A nucleus of computational activity and collaboration at scale. Vision Hub enables design and execution of large-scale experiments that produce results from images, whether datasets are already stored or are actively being produced. Mass quantities of Imagery are onboarded and processed by a virtual team of computational workers that come to life when you need them and smartly utilize processing cores in servers or workstations. When lots of images need to be processed, we approach the maximum speeds possible. Your researchers can make analysis pipelines in the Vision4D GUI and upload these to the Hub where they can be vetted and used by others. Also, your computing experts can leverage and parallelize their own innovative processing algorithms via convenient API’s.
Create tailored and optimized workflows that extract valuable information from your stores of images. Run at scale to produce results faster and spanning all levels of analysis. Examine and share the results or expose them to AI.
Scientific images have varying spatial dimensions (2D or 3D), timings (still or time-lapse), numbers of channels, and regions of interest (continuous tiles or disconnected views). It’s essential that ALL kinds of images at ALL size scales, tiny to massive, are securely stored and easily accessed for imaging science workflows. arivis applications can monitor image production and onboard images as they are created. Flexible importers enable custom structuring of image files inside the Scalable Image Storage (SIS) format.
Inspection of images and results must occur at many times at many steps in imaging science workflows.
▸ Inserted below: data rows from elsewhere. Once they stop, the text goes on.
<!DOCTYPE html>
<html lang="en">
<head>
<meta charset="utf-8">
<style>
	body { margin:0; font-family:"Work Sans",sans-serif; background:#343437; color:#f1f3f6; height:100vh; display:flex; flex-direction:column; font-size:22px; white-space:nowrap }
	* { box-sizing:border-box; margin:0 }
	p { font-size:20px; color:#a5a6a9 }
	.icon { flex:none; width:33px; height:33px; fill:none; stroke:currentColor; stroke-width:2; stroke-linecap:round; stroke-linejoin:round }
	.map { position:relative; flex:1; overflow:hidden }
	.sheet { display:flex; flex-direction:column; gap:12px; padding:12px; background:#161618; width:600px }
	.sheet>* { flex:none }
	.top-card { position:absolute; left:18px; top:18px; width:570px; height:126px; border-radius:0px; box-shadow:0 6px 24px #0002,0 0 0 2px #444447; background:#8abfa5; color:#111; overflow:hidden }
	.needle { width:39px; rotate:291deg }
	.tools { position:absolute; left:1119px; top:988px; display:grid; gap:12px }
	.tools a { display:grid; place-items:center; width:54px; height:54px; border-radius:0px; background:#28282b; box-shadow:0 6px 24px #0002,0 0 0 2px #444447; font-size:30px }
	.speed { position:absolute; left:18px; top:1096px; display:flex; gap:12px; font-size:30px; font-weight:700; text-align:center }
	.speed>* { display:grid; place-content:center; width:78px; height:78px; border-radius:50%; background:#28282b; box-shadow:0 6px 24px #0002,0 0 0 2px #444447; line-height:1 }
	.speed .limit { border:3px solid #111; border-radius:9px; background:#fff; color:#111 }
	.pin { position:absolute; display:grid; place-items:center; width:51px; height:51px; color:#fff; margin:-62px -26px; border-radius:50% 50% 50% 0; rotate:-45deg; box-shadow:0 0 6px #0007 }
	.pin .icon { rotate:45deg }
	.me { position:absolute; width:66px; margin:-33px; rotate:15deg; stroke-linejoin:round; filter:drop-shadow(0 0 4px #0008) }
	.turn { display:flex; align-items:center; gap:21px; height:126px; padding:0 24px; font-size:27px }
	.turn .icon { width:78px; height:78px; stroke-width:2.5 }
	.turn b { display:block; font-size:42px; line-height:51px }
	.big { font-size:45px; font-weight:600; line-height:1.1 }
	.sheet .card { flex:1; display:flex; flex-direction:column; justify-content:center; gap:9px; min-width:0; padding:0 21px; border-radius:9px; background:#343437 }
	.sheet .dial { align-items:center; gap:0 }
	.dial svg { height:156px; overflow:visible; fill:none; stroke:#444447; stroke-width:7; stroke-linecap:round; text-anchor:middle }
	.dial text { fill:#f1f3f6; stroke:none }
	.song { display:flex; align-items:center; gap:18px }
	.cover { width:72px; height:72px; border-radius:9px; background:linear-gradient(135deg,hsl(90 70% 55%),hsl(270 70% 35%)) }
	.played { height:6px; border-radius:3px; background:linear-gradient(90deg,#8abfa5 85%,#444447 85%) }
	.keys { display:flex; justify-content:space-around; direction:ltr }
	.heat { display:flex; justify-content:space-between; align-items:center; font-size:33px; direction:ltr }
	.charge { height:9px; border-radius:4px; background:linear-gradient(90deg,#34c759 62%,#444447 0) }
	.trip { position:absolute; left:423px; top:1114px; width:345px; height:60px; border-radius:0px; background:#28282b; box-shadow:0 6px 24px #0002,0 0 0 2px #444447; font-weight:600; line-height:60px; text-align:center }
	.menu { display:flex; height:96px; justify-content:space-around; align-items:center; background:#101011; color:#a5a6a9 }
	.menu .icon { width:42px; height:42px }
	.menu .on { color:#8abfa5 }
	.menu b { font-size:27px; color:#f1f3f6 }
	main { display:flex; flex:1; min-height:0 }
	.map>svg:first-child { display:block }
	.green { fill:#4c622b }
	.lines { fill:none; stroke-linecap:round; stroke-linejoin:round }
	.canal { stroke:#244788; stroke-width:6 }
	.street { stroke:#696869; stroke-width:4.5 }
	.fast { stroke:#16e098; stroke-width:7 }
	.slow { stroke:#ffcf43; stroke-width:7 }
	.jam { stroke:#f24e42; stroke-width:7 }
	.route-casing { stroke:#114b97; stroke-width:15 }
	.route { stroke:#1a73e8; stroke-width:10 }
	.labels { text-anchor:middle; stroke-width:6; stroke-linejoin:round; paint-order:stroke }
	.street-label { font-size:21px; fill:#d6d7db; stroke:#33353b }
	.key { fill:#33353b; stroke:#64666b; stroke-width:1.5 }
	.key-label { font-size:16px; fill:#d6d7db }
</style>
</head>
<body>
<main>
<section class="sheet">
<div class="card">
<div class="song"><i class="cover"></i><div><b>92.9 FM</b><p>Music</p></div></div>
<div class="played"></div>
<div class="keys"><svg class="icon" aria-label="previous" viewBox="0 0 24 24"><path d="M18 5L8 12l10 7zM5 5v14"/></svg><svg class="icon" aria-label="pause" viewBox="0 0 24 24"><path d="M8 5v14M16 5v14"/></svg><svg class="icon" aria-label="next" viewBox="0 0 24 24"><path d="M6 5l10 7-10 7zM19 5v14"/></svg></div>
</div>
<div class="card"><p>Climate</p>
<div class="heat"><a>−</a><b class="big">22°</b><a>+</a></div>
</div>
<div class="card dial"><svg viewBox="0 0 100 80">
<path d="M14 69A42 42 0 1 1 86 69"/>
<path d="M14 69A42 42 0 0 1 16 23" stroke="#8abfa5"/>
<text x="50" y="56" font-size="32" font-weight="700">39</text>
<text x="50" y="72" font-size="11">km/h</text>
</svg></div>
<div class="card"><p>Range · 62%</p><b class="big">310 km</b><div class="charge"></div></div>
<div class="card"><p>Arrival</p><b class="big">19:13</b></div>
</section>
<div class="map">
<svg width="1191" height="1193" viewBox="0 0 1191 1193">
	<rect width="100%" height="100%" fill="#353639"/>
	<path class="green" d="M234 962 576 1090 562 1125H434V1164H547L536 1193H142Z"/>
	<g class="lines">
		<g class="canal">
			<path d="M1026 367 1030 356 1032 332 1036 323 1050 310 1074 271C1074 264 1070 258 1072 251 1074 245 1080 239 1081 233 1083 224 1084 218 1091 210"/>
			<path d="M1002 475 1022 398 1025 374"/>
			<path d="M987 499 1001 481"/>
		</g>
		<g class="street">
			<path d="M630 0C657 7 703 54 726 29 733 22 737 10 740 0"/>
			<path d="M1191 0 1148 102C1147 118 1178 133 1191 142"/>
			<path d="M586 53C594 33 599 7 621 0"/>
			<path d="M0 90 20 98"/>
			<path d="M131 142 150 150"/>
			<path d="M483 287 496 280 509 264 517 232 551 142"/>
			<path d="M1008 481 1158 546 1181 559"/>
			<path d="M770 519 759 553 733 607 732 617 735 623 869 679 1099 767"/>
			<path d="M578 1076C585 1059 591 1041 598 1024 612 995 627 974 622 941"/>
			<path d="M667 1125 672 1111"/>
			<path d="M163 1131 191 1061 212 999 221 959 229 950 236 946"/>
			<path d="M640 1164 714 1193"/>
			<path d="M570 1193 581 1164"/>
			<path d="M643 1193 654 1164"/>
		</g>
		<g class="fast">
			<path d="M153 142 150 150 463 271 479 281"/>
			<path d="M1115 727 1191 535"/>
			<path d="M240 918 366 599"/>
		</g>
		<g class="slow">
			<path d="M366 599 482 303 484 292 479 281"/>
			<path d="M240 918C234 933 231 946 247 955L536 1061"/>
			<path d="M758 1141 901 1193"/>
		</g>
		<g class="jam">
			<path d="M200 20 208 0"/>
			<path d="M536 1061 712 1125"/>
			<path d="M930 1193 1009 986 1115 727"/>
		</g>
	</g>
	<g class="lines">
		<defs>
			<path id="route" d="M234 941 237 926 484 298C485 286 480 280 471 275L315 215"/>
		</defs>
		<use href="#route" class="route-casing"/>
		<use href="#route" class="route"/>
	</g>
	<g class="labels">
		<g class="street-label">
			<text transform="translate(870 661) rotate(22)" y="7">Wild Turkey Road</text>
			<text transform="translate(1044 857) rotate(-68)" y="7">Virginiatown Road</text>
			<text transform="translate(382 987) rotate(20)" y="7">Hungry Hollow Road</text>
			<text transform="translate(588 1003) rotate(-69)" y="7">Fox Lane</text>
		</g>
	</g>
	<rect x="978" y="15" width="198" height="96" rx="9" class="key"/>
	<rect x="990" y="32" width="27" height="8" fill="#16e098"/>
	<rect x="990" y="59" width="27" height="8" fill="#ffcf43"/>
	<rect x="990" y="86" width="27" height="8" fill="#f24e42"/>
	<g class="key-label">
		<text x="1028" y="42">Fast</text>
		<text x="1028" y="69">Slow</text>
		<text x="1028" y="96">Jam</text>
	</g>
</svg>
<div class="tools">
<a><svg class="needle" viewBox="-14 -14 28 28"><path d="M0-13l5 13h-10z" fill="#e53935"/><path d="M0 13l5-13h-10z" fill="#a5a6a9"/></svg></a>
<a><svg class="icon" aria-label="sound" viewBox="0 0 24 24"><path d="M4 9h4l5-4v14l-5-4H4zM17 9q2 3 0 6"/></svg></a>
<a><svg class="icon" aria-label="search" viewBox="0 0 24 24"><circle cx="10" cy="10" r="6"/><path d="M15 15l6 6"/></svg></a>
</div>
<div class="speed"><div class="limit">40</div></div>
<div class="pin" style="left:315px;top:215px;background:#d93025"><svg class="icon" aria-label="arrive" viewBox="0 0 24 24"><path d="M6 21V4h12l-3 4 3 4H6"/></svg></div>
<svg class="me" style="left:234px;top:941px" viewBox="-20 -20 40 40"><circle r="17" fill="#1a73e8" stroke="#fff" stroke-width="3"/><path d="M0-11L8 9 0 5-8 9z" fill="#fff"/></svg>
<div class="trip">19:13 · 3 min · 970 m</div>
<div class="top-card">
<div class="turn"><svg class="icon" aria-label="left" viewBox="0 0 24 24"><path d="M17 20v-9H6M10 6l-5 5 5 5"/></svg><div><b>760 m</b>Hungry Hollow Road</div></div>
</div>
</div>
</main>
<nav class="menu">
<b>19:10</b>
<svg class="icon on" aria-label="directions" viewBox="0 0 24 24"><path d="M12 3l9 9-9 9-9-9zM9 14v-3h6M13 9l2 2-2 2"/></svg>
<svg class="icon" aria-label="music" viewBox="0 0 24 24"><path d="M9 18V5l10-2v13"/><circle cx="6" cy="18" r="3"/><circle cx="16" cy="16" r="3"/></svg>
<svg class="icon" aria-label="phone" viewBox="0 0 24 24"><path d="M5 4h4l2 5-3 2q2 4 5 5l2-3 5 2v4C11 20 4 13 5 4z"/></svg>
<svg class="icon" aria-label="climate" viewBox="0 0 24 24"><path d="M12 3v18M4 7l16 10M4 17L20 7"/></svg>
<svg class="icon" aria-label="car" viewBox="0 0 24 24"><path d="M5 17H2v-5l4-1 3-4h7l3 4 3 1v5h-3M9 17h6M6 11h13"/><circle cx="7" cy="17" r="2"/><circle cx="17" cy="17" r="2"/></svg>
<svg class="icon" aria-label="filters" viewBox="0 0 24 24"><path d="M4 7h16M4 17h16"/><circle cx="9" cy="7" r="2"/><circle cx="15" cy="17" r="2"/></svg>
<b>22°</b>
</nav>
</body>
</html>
Quality checks after acquisition and processing ensure that raw data are correct and ready for accurate analysis. At the end, direct interactive visualization of results on raw images provide an instant view of patterns in data. Viewers in arivis applications provide fast visual access to support immediate quality checks and discovery of results. Scalable Image Storage (SIS) files are always viewable, even during processing.
A host of algorithms improve and standardize background and noise characteristics of images or stitch together 3D regions of interest (for example, for whole organ imaging). Notably, new AI-based reconstruction algorithms can now make incredible image enhancements. arivis lets you quickly evaluate a multitude of processing and enhancement strategies to discover the optimal ones for your images. Processing is highly parallel and proceeds with speed and efficiency.
The process of producing spatially resolved objects on scientific images drives verified discoveries and conclusions. There are many different approaches to creating results objects whether they exist in a volume, over time, or represent a collection, or class, of associated objects. arivis applications enable you to leverage the right approach for your data and databases of objects for each image can contain useful computed features. Each image’s story is told in relevant objective measurements that can always be viewed on the raw or enhanced images.
High quality images and sets of results must be distilled to provide snapshots of project progress and outcomes. Rather than directly converting results to external formats, it’s often more efficient to first summarize them in the framework used to view the images and create the results. This saves time and enables efficient feedback loops. Flexible charting in arivis affords custom summaries of measurements while high-res rendering gives information-rich views of each image or time-series. Users can export results (tables, surfaces, renderings, etc.) as they like.
High-throughput and enterprise-level imaging science produce results across a huge number of images and experiments. Unfortunately, in many campuses and organizations these results are completely disconnected, which means powerful metanalyses are not possible or extremely costly. The arivis environment can be configured to expose spatially resolved results, summaries of results, and raw data contained by results objects to metanalysis algorithms - including AI.
Imaging systems - Revolutionary fluorescence, CT, EM, high-content, MRI, and histology systems digitize your experiments. Images are a heavy data burden but can contain incredible information. Traditionally, entire image files had to be transferred to view even just small parts of images. arivis applications take any images and convert them into Scalable Image Storage (SIS), enabling access to any part of any dataset, of any size, at any time, for visualization, computation, or examination of results.
Datasets - Scientific images are stored on computers, workstations, and servers throughout your organization. The machines often lack power for the heavy image processing required to produce results rapidly. We efficiently access files to enable experts to inspect data or design computational pipelines. Datasets from anywhere can be registered to the Hub to eliminate bottlenecks and data silos.
Experts - Your scientists have ideas about how to extract information from images. Currently, they may have to rely on special staff to help them connect datasets to computational servers and run jobs. The Hub makes it easier to submit jobs for computation and enables you to add computational capacity as you need it, whether onsite or in the cloud.
Processing Servers - Powerful computing is available on your campuses but may not be used to the fullest. When not used, servers take up space, consume energy, and depreciate, while information hides in image storages. Offsite resources can be leased for bursts of capacity.
The Hub collects processors into a computational resource and smartly divvies jobs to achieve maximum throughput and efficiency.